NM: No, not really, although I suspect the others had more strident views. Oh, actually there was one track--I would have rather liked on, but sadly can't now remember what it was. Possibly "Careful With That Axe (Live)".

SB: When recording various pieces (backward cymbals on "Echoes", the various instruments in "Atom Heart Mother", roto-tom intro to "Time", etc) did it ever bother you about how you were going to get it exactly like the album when it came to live performances, or that you wouldn't be able to reproduce it live and so on?

NM: No, you can always find a better substitute than the original when you play live. It's nice to recreate the record, but even better to add a new twist.

SB: In recording "Atom Heart Mother", you and Roger laid out the basic drum and bass track, and because of its length gave it a "human touch" through the varying tempo. Do you feel that is part of the reason fans love this track, specifically because of that variance, and that with today's technology, such tracks generally wouldn't have that 'feel' to them?

NM: Personally, I regret we didn't have access to that modern technology. It's too human in my view!

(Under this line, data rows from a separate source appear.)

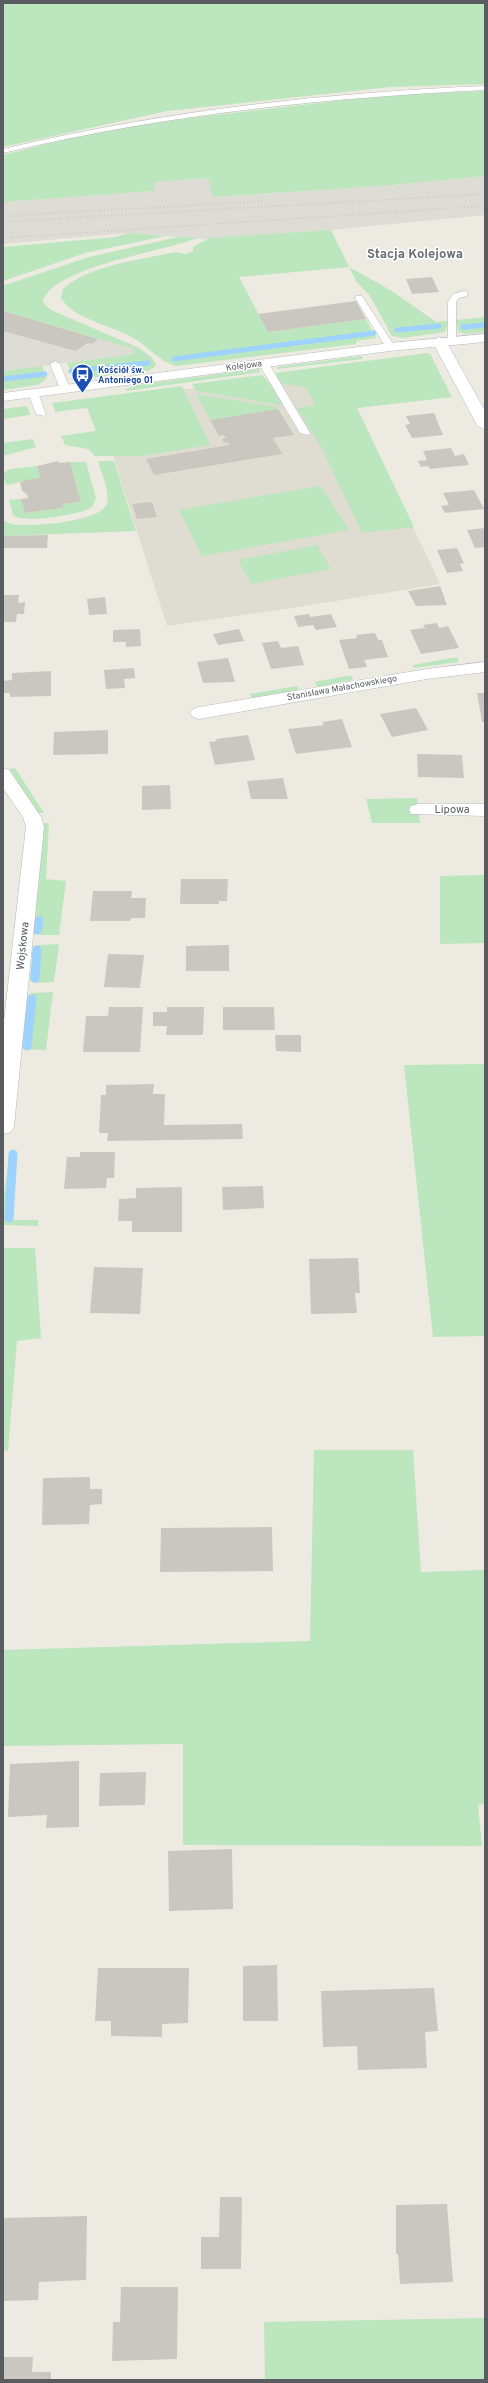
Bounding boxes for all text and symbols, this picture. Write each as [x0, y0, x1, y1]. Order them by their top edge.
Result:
district label: Stacja Kolejowa [367, 247, 463, 263]
street label: Kolejowa [225, 358, 263, 374]
bus stop icon: Kościół św. Antoniego 01 [70, 362, 96, 395]
place label: Kościół św. Antoniego 01 [98, 365, 153, 386]
street label: Stanisława Małachowskiego [286, 673, 398, 703]
street label: Lipowa [435, 803, 470, 817]
street label: Wojskowa [14, 921, 33, 971]

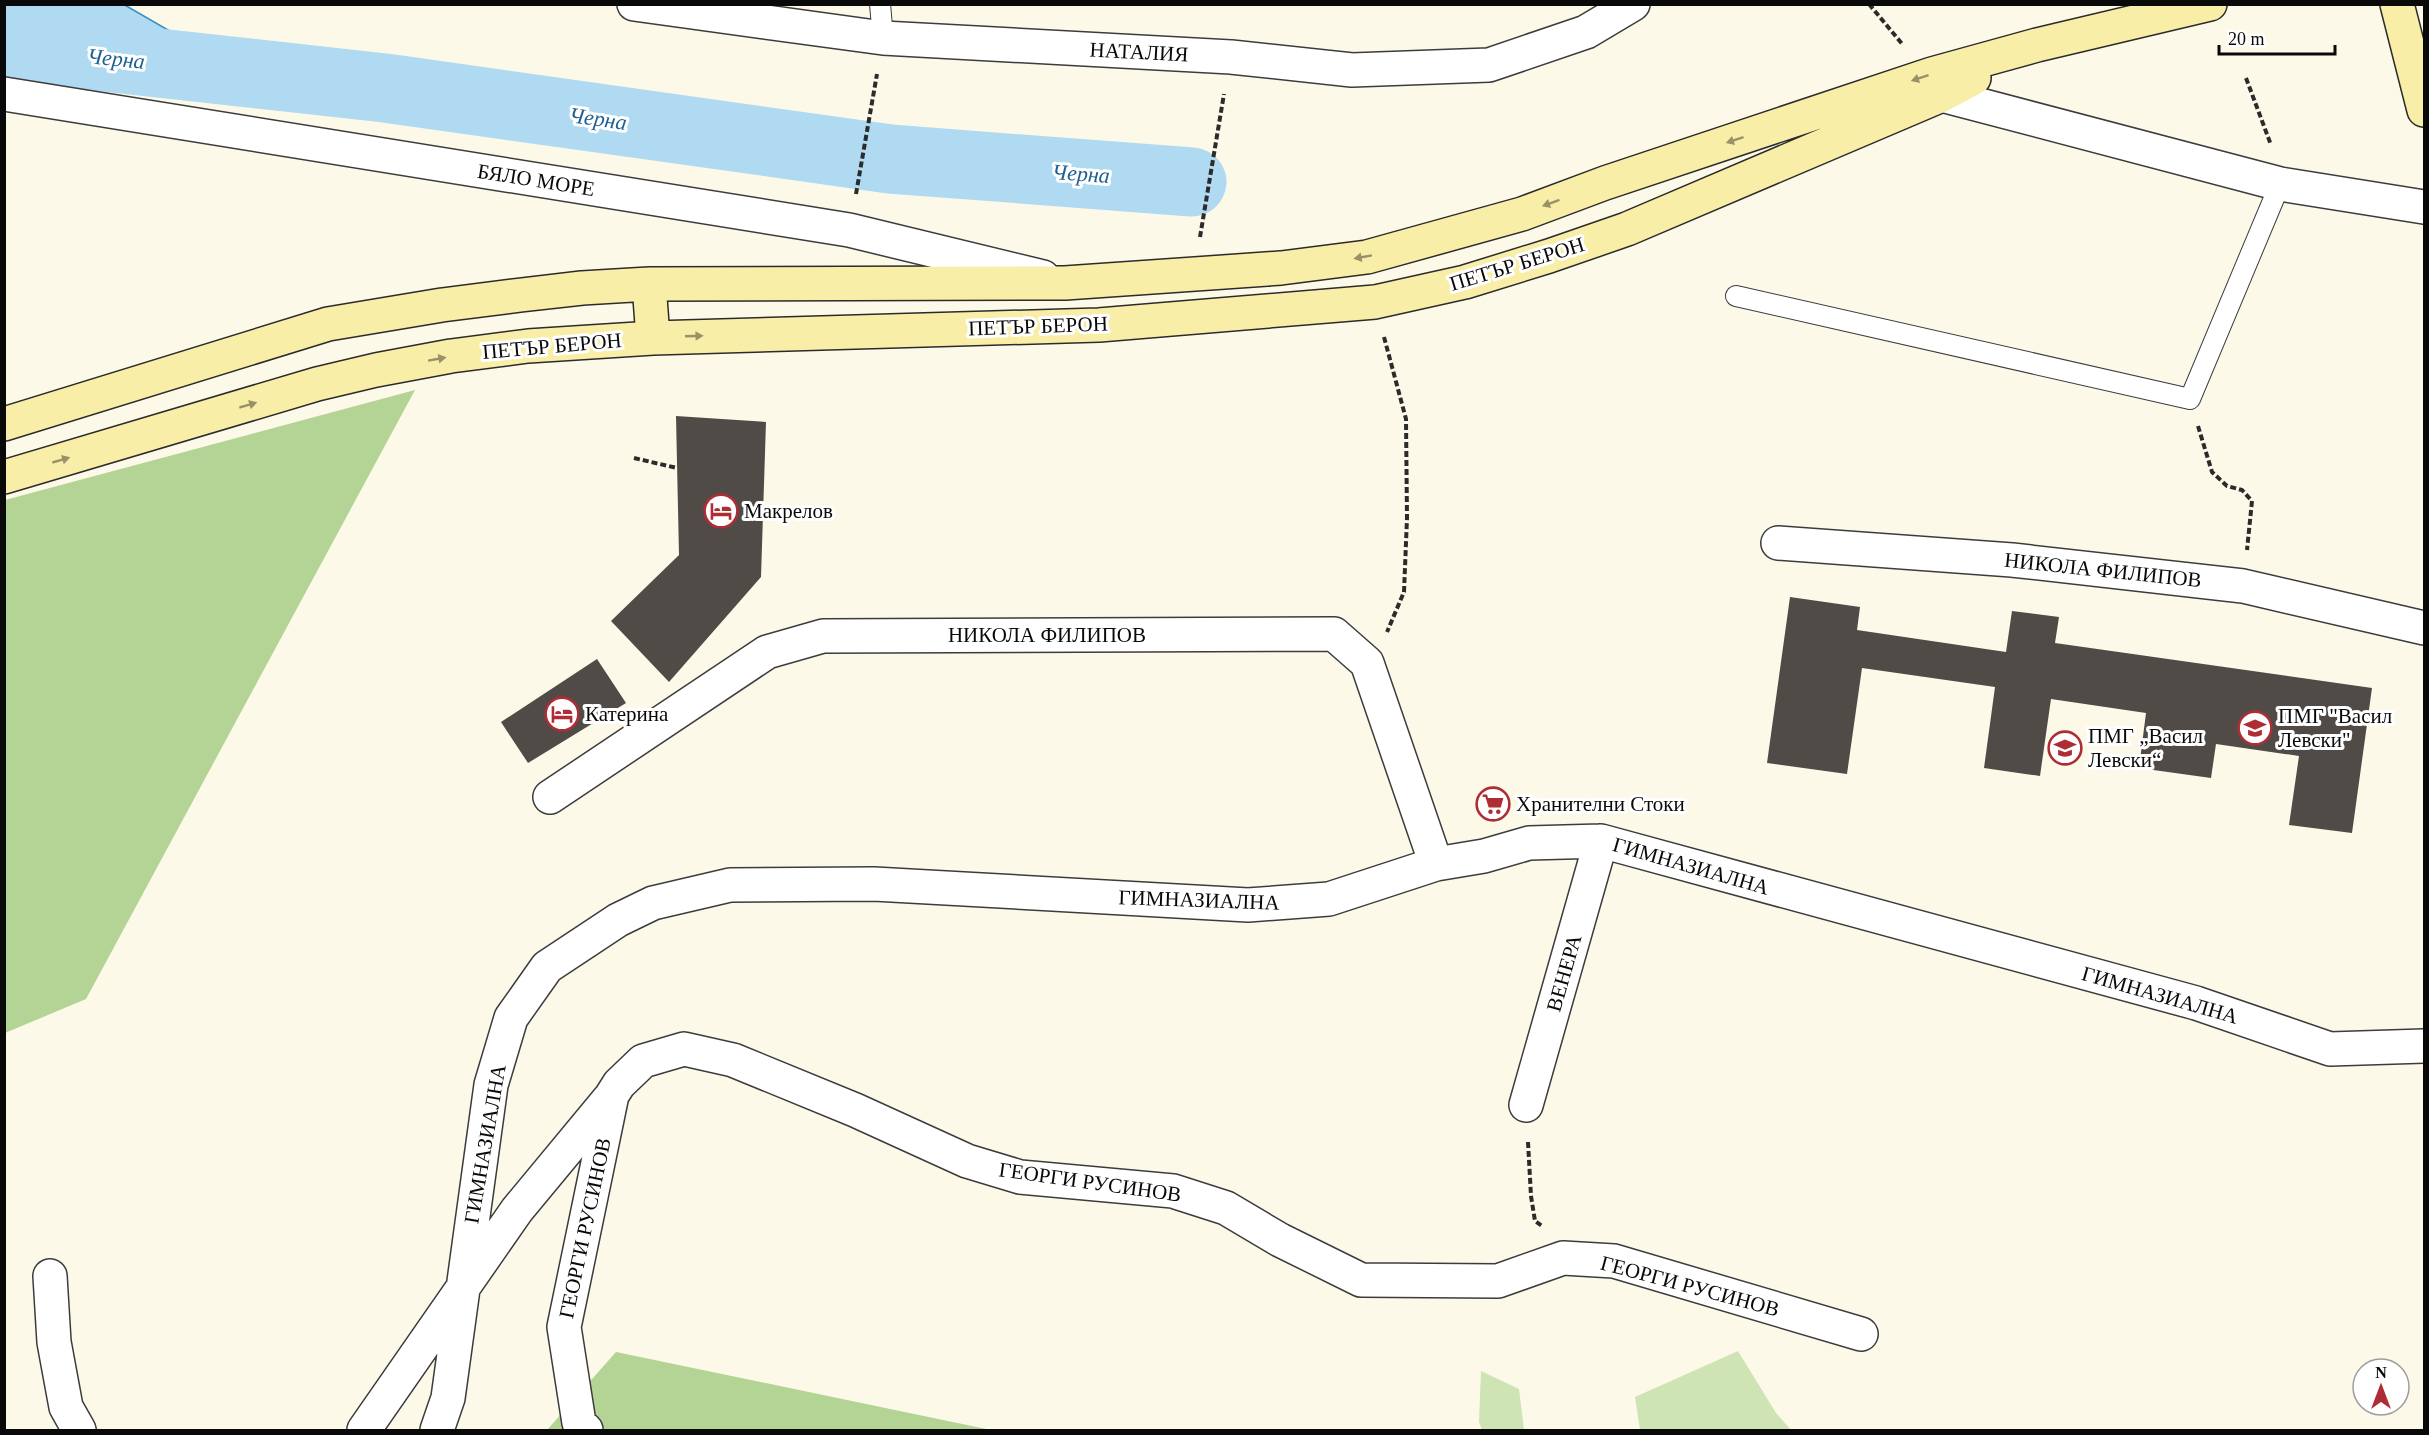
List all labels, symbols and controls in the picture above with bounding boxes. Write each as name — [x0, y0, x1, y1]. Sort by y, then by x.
scale bar — [2219, 18, 2334, 56]
text: 20 m — [2228, 29, 2265, 49]
street label: НАТАЛИЯ — [1089, 37, 1189, 67]
water label: Черна — [86, 43, 146, 74]
one-way arrow — [1911, 74, 1929, 84]
water label: Черна — [568, 102, 628, 135]
one-way arrow — [1726, 136, 1744, 145]
street label: БЯЛО МОРЕ — [476, 159, 596, 201]
water label: Черна — [1051, 159, 1111, 188]
one-way arrow — [1541, 198, 1559, 208]
street label: ПЕТЪР БЕРОН — [1447, 232, 1587, 296]
one-way arrow — [1354, 253, 1373, 262]
street label: ПЕТЪР БЕРОН — [968, 312, 1108, 340]
street label: ПЕТЪР БЕРОН — [481, 328, 623, 364]
one-way arrow — [684, 332, 703, 341]
one-way arrow — [428, 354, 447, 363]
one-way arrow — [239, 400, 257, 409]
one-way arrow — [52, 455, 70, 464]
hotel icon: Макрелов — [703, 493, 739, 529]
place label: Макрелов — [744, 499, 833, 523]
street label: НИКОЛА ФИЛИПОВ — [2003, 548, 2203, 592]
street label: НИКОЛА ФИЛИПОВ — [948, 623, 1146, 647]
hotel icon: Катерина — [544, 696, 580, 732]
place label: Катерина — [585, 702, 669, 726]
place label: ПМГ "Васил Левски" — [2278, 704, 2392, 752]
school or university icon: ПМГ "Васил Левски" — [2237, 710, 2273, 746]
place label: ПМГ „Васил Левски“ — [2088, 724, 2203, 772]
school or university icon: ПМГ „Васил Левски“ — [2047, 730, 2083, 766]
supermarket icon: Хранителни Стоки — [1475, 786, 1511, 822]
place label: Хранителни Стоки — [1516, 792, 1685, 816]
street label: ГИМНАЗИАЛНА — [1610, 832, 1773, 900]
street label: ГИМНАЗИАЛНА — [1118, 885, 1281, 915]
street label: ВЕНЕРА — [1542, 931, 1587, 1014]
street label: ГИМНАЗИАЛНА — [2079, 961, 2242, 1029]
street label: ГИМНАЗИАЛНА — [459, 1062, 511, 1225]
street label: ГЕОРГИ РУСИНОВ — [554, 1136, 616, 1320]
street label: ГЕОРГИ РУСИНОВ — [997, 1157, 1183, 1207]
street label: ГЕОРГИ РУСИНОВ — [1598, 1251, 1782, 1321]
north arrow — [2351, 1357, 2411, 1417]
text: N — [2375, 1364, 2387, 1381]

SB: Musically, do you have any regrets with what you have (or haven't) done over the years in terms of production, material released, a particular drum track, etc?

NM: No, but it would have been nice to have managed another album or two.

SB: A few times in Inside Out you mention regretting not recording various shows or tours. Opposite to that, are there any shows that the band did record that you are particularly fond of and that may one day see the light of day, just as The Wall shows did via Is There Anybody Out There??

NM: No, we have no hidden stashes of tape that I can think of.

SB: As it is my favourite Pink Floyd track, I have to ask... You and Roger planned out the track "A Saucerful of Secrets" and then recorded it before ever playing it live. Within a few years it was more than twice as long, and for me, far more powerful, yet the only complete record of it is on Ummagumma and from the Pompeii film. As most of your work was refined live and then recorded, did you ever want to re-record "A Saucerful of Secrets"? Or at least wish you could have recorded it again?

NM: No. It's a bit like Hollywood trying to remake great old films. Better to leave it alone, and spend any work energy on new projects. I think "Saucer" as a track is remarkably complete in its present form.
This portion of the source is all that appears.